[GRASS-dev] Re: testing in 6.5 before backporting to 6.4
Markus Metz
markus.metz.giswork at googlemail.com
Wed Jun 15 02:51:57 EDT 2011
On Tue, Jun 14, 2011 at 5:35 PM, Martin Landa <landa.martin at gmail.com> wrote:
> Hi,
>
> 2011/6/14 Markus Metz <markus.metz.giswork at googlemail.com>:
>> A number of changes to 6.5 and 7.0 went in untested, which is IMHO not
>> a good idea, but being development branches, maybe sometimes
>> excusable. Any changes to the release branch should however be tested
>> before submitted. For most changes, the kind of test is pretty much
>> straightforward, and, if omitted and the change introduces a bug,
>> places a burden on users and other developers to figure out what went
>> wrong and why, wasting other people's time and leaving a not so good
>> impression of a releasebranch.
>
> I agree, the real problem is the manpower which we have, or better to
> say we don't have. Taking special care about three branches - trunk
> (development), devbr6 (test-bed) and relbr64 (only tested commits) is
> too much for us. With current manpower and our requirements, we could
> end up with frozen relbr64 for years. Other issue is G7, when it could
> be released? One year, two years? At the end the situation forces us
> to keep relbr64 alive, not only bugfixes. One example is progressive
> wxGUI. In the case we would just backport bugfixes the wxGUI would
> remain three more years without improvements (counting 6.4.0 and
> 7.0.0). Almost impossible to maintain (two different code bases).

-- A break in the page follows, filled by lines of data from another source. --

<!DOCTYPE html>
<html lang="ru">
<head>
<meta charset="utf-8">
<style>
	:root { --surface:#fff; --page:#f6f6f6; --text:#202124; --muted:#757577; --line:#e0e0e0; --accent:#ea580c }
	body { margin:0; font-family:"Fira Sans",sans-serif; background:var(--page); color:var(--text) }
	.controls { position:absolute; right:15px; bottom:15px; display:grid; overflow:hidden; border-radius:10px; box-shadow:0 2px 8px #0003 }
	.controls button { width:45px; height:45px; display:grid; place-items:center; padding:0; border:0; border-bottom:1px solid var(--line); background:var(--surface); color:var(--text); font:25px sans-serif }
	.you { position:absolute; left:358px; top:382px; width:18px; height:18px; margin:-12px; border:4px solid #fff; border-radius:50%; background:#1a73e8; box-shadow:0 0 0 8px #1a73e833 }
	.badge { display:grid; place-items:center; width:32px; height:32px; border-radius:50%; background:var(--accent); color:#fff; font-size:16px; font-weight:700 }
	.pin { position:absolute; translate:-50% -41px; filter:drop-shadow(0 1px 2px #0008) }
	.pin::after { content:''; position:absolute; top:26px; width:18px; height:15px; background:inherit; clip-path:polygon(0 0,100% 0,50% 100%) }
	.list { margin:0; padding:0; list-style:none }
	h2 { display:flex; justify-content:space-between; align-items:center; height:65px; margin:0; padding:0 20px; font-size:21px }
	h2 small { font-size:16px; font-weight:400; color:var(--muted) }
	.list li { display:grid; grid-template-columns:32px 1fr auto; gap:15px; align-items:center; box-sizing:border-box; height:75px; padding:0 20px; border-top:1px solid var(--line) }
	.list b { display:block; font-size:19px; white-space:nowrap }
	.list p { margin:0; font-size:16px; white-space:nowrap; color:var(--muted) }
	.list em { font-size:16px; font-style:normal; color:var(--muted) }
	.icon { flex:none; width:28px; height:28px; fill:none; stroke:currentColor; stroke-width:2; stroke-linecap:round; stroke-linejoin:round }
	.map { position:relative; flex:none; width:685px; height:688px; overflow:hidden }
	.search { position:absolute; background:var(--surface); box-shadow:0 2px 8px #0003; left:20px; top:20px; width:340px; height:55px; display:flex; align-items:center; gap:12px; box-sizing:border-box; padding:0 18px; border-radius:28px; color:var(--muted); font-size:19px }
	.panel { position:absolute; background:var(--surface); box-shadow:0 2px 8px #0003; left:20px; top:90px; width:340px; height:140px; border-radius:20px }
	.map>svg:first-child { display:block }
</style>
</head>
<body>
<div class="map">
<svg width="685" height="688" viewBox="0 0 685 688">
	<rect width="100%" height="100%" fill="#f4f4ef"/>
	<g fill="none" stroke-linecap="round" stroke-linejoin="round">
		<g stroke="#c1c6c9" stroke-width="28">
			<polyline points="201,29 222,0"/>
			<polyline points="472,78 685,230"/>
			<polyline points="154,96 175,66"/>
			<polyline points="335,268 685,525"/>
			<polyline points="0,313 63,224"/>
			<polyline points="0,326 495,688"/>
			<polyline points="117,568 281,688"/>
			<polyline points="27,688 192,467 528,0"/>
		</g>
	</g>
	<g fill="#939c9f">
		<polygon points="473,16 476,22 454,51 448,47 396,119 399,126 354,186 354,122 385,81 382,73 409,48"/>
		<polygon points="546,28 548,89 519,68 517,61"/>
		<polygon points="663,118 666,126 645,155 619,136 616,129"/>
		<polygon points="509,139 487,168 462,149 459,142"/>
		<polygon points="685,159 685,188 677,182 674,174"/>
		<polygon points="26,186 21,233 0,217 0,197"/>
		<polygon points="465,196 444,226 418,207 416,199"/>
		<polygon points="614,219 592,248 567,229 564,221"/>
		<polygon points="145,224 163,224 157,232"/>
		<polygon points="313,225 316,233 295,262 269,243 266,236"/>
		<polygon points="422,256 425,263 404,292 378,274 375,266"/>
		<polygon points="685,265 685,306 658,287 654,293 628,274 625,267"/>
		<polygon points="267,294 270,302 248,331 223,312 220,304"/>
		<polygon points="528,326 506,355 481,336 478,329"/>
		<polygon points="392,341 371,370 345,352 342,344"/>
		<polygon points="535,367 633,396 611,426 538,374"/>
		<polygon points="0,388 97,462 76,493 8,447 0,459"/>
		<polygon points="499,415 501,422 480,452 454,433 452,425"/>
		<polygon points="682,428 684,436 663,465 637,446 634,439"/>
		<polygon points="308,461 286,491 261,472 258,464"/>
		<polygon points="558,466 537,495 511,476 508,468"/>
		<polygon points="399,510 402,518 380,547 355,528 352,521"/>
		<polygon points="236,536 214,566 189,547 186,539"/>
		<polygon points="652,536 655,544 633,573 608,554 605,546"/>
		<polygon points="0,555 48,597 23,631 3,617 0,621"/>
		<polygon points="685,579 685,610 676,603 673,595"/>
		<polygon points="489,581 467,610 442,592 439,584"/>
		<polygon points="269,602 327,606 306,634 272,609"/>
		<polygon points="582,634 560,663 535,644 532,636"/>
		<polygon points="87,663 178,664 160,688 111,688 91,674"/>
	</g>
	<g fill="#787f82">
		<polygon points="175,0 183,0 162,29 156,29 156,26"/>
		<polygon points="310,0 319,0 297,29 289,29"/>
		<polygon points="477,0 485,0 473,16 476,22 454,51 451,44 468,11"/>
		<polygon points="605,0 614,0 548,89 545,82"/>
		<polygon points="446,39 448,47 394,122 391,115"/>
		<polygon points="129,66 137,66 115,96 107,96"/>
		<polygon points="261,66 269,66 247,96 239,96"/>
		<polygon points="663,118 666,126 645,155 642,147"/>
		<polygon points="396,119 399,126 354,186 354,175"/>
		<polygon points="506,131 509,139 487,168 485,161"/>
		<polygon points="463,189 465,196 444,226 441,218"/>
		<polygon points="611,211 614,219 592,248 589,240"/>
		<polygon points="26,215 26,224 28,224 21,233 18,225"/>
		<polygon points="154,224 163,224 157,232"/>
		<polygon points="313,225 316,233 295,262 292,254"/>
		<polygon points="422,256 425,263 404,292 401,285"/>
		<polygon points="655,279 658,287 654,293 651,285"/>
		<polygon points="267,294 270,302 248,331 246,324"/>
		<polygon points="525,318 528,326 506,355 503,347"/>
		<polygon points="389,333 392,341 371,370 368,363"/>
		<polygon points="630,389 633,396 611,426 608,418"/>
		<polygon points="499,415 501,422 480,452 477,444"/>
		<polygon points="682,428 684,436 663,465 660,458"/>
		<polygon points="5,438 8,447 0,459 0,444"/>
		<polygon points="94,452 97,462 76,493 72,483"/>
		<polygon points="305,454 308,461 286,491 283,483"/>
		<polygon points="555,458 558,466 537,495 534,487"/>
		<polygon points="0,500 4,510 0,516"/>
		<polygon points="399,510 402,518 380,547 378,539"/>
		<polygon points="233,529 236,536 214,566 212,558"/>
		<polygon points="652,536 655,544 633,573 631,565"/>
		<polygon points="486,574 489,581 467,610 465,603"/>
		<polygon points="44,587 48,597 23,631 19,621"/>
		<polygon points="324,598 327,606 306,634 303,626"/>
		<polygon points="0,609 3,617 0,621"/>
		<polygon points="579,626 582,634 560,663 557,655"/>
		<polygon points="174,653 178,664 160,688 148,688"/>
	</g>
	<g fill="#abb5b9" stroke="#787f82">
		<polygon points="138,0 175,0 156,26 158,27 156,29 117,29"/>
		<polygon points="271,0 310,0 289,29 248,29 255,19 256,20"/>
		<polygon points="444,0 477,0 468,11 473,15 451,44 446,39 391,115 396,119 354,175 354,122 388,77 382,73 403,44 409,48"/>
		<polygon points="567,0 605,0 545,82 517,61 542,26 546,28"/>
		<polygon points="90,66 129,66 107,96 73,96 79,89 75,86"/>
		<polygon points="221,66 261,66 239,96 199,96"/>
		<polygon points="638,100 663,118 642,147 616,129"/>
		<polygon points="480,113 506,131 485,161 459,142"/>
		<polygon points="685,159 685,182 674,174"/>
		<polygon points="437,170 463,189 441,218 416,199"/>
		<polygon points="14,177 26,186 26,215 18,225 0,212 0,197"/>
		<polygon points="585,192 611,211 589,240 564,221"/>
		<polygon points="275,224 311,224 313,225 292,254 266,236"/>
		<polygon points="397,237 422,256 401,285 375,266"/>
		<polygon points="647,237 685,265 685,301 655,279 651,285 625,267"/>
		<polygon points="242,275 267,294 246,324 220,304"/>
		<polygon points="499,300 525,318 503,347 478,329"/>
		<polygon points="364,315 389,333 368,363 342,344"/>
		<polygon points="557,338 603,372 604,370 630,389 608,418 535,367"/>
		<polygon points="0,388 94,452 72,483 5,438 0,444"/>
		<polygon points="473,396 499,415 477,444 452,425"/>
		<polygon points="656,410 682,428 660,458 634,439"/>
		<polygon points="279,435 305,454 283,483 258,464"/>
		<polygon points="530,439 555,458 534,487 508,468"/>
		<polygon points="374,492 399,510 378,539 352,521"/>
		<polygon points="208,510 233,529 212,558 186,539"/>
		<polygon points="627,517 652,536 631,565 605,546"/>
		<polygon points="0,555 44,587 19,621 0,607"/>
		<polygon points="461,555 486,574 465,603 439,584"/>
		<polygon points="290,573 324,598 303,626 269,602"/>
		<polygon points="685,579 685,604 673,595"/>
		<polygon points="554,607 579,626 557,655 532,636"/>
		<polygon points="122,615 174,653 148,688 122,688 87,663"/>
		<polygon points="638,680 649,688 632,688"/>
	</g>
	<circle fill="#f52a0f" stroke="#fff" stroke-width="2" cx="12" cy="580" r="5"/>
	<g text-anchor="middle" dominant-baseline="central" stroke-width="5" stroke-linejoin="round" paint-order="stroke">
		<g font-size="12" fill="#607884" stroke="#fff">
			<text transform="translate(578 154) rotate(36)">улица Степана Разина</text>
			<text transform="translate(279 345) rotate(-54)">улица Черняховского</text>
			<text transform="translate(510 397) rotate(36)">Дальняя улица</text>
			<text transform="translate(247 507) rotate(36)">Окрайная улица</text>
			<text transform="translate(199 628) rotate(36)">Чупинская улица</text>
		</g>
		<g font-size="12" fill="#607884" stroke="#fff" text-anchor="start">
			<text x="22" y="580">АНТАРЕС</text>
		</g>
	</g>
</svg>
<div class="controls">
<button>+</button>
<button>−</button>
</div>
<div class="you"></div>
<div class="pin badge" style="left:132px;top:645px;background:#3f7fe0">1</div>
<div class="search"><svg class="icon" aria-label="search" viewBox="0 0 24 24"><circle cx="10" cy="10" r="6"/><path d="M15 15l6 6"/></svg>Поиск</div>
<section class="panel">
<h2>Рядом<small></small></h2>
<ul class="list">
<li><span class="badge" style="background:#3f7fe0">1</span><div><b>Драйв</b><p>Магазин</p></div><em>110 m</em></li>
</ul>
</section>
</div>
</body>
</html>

> After that most of the users start to use 7.0 (since 6.5 shouldn't be
> far away from 6.4 branch). Your point is very good, but unfortunately
> the number of people actively contributing to the project (GRASS) is
> so low that it is going to be unrealistic. Nice to be a solid rock,
> also think about releasing policy. To have old-solid release is nice,
> at the end the most of user starts to use dev versions. Probably that
> could be a reason, why such solid stable releases haven't so many
> reported bugs ;-)
>
>
I'm not against new features, I have myself introduced a number of new
features from 6.4.0 to 6.4.2. What I wanted to say is that I fully
agree with Helena and Hamish about the need for testing, that we may
need to think about a way to highly encourage testing before
backporting to 6.4, and that testing before submitting changes is IMHO
generally a good idea.
If you say that taking special care about three different branches is
too much for us, that means that changes really need to be tested for
7 as as well before submitting. As I said, in most cases testing can
be quickly done by the person introducing the changes, because that
person should know best what to test for.